# Schwimmteich



## Udo_Hendrian (6. Sep. 2007)

Hallo Teichfreunde,
ich wollte erstmal Hallo sagen. 
Ich bin bisher "nur" Zuschauer gewesen, möchte mich aber irgendwann einbringen, wenn ich irgendwann mal über entsprechende Erfahrungen verfüge....
Jetzt mal kurz über mich/uns:
wir sind eine kleine Familie (meine Lütte ist 7 Jahre alt) und dachten schon lange über den Bau eines Teiches nach. Aber alle Preisangaben in der Vergangenheit, die ich von verschiedenen GaLa-Bauern erhielt, ließen dieses Projekt nur in der Phantasie wachsen. Erst als mein Frauchen über den Katalog der Fa. naturagart stolperte und ich diese Preise sah, konnten wir mit der Planung beginnen.
Naja, wir haben etwas länger gebraucht... so ca 3 Jahre, bis wir diesen Sommer mit dem Bau beginnen konnten.
Ich habe die Bilder zum großen Teil hier http://www.teichgalerie.naturagart.de/index.php?cat=10054 auf´s Netz gestellt.
Momentan sieht es so aus:
   
Die Pflanzen fangen gerade an, Fuß zu fassen- die ersten __ Libellen kamen vorbei und durch Zufall habe ich eine bei der Eiablage beobachten können.
Fische werden wir nicht einsetzen, wir wollen den "freilaufenden" Tieren eine Heimat bieten (außer den __ Enten!!) Dabei sollen die Fische der Population von Amphibien etwas entgegen stehen....
Naja, schaen wir mal, was sich so entwickelt.
Momentan habe ich im Schwimmbereich eine Fläche von 200m² (20x10m), der Filtergraben hat ca. 50m² (3m Breite und 16m Länge) und die Gräben zum Bepflanzen rundherum auch nochmal so ungefähr 30m².
Wir haben 150m³ Wasser von den Wasserwerken a 1,5€ bezogen. Wasserhäte liegt bei und bei 10,3°dH; PH 8,2. Dazu kam durch die vielen Regenfälle noch eine Menge Regenwassers.... Ich denke aber, daß ich mit dem Wasser eine ganz gute Pufferfähigkeit habe. Nächstes Jahr werde ich trotzdem mit dem Teichwasser den Garten wässern und neues einfließen lassen....
Naja, momentan wird der Teich immer klarer.
Am WE werde ich mich dem Pflastern um den Teich widmen.....
Ich sehe aber schon die Zeiten, an dem ich faul um den Teich sitzen werde und das alles genießen werde!!!
Unsere Lütte will ja jetzt schon immer in den Teich- egal was für Temperaturen vorherrschen.... Kinder eben.
So, das war´s erst einmal.

LG
die Hendrians


----------



## Patricia (7. Sep. 2007)

*AW: Schwimmteich*

Hallo Udo,

ich denke, der Schwimmteich wird super, wenn die kleineren Arbeiten erledigt  und die Pflanzen eingewachsen sind. 

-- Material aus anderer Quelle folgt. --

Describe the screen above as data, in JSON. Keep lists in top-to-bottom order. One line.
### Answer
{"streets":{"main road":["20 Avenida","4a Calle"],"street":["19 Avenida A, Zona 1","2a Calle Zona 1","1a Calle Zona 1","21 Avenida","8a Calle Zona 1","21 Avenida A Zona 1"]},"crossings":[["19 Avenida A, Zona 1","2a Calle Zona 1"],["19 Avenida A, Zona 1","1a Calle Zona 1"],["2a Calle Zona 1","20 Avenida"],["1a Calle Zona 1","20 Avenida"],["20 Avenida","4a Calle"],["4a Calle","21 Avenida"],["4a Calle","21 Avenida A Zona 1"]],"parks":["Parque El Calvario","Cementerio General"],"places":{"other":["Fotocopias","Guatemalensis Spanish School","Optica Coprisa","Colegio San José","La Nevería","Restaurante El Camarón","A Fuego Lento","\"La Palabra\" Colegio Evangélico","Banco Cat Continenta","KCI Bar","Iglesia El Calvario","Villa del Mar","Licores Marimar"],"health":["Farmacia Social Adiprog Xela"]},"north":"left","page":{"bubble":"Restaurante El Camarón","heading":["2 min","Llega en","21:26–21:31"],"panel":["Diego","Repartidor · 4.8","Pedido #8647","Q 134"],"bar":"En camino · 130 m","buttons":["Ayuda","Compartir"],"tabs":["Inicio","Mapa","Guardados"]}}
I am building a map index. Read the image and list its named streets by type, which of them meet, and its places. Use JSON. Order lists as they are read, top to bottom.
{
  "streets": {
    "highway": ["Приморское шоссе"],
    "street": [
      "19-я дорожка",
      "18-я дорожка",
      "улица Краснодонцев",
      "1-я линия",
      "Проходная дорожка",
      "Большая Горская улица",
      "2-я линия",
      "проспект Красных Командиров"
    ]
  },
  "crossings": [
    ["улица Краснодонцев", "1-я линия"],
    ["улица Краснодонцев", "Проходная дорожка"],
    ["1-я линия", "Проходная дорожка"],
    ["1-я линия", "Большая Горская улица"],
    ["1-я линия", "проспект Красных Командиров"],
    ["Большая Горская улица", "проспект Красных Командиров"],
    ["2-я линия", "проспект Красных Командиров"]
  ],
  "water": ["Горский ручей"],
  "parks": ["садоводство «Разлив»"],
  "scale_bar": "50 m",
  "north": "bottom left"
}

Mit einem Schwimmteich liebäugle ich nun auch langsam...muss toll sein, im eigenen "See" baden gehen zu können....

Viele Grüße
Patricia


----------



## Koi-Uwe (7. Sep. 2007)

*AW: Schwimmteich*

Das sieht doch schon mal klasse aus. Und Rasen mähen müsst ihr auch nicht mehr  

Meine bessere Hälfte würde mich umbringen bei soviel Wasser  


Gruss und viel Erfolg weiterhin
Uwe


----------



## Annett (7. Sep. 2007)

*AW: Schwimmteich*

Hallo Udo,

na dann auch von mir: Herzlich Willkommen bei uns! 
Schöner Teich!  

Aber:
Ist das schon ein Bild mit Pflanzen? 
Wirkt etwas sehr spärlich im vorderen Bereich. Dabei sinds gerade die Pflanzen im Teich und Filtergraben, die für klares Wasser sorgen.



> Wasserhäte liegt bei und bei 10,3°dH; PH 8,2. Dazu kam durch die vielen Regenfälle noch eine Menge Regenwassers.... Ich denke aber, daß ich mit dem Wasser eine ganz gute Pufferfähigkeit habe. Nächstes Jahr werde ich trotzdem mit dem Teichwasser den Garten wässern und neues einfließen lassen....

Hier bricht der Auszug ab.